Segment Start: Data

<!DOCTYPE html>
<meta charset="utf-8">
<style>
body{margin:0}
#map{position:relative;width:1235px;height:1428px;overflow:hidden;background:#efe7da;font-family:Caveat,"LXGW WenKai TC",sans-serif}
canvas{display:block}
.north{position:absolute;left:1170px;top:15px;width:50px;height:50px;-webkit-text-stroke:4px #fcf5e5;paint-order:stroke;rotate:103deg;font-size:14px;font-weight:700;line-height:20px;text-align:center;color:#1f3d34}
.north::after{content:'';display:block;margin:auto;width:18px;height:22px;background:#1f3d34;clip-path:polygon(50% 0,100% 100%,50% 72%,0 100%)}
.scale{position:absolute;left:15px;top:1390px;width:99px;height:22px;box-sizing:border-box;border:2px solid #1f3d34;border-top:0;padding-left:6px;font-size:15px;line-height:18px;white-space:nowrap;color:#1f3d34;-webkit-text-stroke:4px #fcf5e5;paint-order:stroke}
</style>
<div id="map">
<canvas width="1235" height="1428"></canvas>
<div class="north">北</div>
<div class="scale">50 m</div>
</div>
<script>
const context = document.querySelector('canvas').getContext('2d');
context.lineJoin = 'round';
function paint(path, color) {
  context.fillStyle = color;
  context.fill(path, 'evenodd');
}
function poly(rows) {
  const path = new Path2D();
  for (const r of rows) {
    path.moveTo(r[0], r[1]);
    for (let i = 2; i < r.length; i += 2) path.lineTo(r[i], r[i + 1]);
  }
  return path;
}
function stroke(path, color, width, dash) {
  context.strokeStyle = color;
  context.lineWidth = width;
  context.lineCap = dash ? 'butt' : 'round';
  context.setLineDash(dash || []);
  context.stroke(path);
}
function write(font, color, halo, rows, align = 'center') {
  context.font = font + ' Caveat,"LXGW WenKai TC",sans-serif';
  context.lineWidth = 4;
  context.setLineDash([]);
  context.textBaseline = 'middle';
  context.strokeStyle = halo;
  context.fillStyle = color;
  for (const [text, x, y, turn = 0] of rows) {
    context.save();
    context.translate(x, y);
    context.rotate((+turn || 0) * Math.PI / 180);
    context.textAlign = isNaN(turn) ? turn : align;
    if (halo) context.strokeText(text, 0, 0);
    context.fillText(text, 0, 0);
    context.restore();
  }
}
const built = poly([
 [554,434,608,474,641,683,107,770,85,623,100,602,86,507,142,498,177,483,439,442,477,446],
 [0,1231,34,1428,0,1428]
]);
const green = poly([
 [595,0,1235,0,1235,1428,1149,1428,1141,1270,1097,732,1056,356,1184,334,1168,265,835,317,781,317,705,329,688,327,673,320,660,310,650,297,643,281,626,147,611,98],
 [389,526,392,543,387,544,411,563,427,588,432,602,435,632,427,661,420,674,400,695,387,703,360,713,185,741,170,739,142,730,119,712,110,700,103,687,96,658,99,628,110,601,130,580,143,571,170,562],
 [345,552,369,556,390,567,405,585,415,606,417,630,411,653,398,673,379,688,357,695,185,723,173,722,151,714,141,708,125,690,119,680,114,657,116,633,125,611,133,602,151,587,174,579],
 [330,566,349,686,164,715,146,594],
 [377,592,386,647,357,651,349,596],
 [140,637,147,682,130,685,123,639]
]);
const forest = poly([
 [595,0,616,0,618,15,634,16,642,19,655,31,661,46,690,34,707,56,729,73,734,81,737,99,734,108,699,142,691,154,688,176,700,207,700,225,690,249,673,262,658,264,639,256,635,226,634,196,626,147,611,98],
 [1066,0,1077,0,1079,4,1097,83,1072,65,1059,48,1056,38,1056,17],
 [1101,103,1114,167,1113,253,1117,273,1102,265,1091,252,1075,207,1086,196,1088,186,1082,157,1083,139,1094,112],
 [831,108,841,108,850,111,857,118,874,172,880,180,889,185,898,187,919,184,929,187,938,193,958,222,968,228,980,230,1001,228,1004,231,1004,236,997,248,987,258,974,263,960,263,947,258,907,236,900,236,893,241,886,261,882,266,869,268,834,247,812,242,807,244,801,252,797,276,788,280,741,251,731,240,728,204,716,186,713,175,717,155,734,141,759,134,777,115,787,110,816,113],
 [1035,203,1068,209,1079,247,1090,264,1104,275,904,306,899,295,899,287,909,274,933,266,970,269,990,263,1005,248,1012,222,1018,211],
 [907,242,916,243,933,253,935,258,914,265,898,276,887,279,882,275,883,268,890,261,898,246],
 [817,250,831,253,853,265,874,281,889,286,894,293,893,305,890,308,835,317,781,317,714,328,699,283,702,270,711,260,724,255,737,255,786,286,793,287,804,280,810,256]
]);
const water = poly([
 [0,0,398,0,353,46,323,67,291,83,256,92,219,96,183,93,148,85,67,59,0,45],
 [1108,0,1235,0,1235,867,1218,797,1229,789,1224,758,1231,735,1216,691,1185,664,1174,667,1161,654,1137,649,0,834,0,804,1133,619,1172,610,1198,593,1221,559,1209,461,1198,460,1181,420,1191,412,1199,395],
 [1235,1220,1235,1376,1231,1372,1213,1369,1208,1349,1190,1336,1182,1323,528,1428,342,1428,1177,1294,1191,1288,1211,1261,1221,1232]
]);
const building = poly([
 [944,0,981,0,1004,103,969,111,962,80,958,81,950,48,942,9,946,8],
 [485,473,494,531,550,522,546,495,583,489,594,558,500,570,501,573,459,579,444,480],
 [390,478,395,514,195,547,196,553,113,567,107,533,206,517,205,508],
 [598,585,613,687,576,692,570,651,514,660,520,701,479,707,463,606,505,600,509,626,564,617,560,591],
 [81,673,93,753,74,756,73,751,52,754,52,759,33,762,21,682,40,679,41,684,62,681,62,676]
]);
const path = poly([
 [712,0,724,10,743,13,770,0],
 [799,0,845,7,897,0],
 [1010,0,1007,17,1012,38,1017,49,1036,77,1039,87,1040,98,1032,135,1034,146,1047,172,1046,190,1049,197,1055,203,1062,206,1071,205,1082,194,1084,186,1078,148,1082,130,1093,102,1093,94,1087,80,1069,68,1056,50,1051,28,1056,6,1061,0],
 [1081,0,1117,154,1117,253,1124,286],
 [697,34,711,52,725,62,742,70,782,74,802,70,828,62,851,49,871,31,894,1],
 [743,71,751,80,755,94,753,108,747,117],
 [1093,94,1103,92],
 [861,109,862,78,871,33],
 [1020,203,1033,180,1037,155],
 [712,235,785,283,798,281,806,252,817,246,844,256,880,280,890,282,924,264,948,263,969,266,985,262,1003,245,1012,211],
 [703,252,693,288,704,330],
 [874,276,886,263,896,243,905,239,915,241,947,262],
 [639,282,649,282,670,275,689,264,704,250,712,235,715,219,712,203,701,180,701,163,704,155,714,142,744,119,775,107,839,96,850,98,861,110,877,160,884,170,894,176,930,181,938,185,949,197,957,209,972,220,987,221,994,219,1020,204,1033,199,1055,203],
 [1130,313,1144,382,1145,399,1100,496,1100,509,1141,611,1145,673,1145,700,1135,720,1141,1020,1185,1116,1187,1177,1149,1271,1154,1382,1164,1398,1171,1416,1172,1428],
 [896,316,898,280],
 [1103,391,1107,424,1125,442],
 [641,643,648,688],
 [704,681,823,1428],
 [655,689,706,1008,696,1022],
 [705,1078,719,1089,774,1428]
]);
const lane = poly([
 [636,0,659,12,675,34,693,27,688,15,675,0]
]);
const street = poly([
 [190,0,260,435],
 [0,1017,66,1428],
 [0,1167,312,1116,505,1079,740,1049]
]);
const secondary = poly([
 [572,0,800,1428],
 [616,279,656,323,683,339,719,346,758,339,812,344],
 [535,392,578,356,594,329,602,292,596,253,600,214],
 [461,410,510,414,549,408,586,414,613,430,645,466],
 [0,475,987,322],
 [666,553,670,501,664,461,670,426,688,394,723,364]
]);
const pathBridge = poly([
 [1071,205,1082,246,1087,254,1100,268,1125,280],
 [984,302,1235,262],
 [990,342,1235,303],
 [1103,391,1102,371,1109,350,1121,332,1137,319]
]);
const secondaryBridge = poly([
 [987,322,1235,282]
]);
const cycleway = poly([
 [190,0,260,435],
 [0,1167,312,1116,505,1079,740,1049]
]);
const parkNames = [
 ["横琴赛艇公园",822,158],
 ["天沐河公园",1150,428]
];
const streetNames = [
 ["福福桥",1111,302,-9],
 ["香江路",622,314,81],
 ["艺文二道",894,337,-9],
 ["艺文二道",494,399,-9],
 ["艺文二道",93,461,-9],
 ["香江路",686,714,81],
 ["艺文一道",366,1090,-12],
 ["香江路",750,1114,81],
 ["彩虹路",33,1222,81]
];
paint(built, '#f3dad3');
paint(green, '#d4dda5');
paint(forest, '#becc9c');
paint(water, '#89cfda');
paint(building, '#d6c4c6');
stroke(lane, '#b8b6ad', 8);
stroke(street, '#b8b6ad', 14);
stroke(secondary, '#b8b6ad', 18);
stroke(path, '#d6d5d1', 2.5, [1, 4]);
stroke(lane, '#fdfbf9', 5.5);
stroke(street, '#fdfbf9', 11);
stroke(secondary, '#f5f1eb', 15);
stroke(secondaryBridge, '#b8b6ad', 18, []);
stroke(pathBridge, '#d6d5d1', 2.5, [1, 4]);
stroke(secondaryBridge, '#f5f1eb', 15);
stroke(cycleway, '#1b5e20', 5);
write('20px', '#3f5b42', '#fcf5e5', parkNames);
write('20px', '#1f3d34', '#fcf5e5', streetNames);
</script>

Segment End: Data
Segment Start: Data

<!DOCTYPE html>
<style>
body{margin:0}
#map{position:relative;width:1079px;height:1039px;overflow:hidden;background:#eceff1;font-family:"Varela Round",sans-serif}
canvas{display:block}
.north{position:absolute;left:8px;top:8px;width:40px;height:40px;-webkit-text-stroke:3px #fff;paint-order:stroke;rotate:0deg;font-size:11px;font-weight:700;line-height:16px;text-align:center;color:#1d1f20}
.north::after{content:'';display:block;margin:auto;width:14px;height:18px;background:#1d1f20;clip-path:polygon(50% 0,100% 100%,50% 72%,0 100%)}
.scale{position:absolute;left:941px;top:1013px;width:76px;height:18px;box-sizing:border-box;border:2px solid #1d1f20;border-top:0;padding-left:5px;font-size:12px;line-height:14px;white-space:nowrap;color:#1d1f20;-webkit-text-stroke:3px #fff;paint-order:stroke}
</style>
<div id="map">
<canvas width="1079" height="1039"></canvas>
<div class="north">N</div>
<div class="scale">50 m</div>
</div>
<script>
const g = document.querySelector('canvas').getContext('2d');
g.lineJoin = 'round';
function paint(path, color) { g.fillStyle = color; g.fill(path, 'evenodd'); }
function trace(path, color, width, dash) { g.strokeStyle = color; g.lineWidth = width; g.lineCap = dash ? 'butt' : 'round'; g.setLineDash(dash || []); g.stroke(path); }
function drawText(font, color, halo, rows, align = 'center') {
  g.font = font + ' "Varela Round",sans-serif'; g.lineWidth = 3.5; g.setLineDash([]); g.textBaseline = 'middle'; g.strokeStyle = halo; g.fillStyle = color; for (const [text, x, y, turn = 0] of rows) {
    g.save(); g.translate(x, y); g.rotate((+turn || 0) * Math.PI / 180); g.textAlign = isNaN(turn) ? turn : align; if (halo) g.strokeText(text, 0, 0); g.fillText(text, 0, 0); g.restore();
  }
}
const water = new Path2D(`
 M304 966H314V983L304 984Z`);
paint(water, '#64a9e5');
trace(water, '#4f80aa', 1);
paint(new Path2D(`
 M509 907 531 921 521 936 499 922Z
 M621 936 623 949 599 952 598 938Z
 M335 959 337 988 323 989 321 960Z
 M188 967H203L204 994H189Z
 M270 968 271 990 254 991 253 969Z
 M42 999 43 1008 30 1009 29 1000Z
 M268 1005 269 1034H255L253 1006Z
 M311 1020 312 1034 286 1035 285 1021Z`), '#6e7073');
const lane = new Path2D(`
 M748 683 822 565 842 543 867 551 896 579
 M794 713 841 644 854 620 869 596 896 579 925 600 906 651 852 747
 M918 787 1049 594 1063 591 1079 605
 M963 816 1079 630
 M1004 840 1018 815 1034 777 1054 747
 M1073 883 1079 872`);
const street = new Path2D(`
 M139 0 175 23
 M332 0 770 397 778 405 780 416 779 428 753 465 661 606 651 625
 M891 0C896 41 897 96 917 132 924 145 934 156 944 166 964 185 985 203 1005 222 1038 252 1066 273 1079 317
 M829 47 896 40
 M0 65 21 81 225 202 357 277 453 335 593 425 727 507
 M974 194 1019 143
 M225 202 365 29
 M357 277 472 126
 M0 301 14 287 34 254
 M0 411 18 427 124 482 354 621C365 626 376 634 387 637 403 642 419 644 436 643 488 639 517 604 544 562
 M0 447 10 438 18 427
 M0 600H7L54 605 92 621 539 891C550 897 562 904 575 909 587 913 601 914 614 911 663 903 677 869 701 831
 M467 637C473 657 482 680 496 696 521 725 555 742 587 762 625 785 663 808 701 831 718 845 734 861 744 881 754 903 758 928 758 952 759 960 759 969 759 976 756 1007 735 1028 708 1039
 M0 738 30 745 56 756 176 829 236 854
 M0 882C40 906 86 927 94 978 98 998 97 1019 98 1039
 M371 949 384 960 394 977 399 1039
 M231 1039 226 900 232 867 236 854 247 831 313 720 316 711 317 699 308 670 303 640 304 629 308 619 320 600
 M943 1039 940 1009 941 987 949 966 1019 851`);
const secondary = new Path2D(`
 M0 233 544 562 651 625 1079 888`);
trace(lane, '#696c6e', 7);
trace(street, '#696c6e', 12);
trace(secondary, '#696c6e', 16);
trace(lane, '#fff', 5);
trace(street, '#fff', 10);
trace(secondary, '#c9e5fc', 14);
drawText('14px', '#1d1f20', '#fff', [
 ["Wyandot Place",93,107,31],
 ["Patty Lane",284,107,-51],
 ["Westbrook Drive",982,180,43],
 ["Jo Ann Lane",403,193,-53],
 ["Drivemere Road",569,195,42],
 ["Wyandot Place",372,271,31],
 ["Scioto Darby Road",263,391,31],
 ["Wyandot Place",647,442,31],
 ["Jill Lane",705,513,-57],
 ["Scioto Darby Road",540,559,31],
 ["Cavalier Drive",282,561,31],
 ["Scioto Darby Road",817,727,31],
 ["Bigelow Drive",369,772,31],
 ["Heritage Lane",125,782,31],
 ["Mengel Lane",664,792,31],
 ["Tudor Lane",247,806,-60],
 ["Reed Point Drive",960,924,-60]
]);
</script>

Segment End: Data

What the exercise asks:
Copy every line of the data that carries the word "lineWidth".

Problem solution:
  context.lineWidth = width;
  context.lineWidth = 4;
function trace(path, color, width, dash) { g.strokeStyle = color; g.lineWidth = width; g.lineCap = dash ? 'butt' : 'round'; g.setLineDash(dash || []); g.stroke(path); }
  g.font = font + ' "Varela Round",sans-serif'; g.lineWidth = 3.5; g.setLineDash([]); g.textBaseline = 'middle'; g.strokeStyle = halo; g.fillStyle = color; for (const [text, x, y, turn = 0] of rows) {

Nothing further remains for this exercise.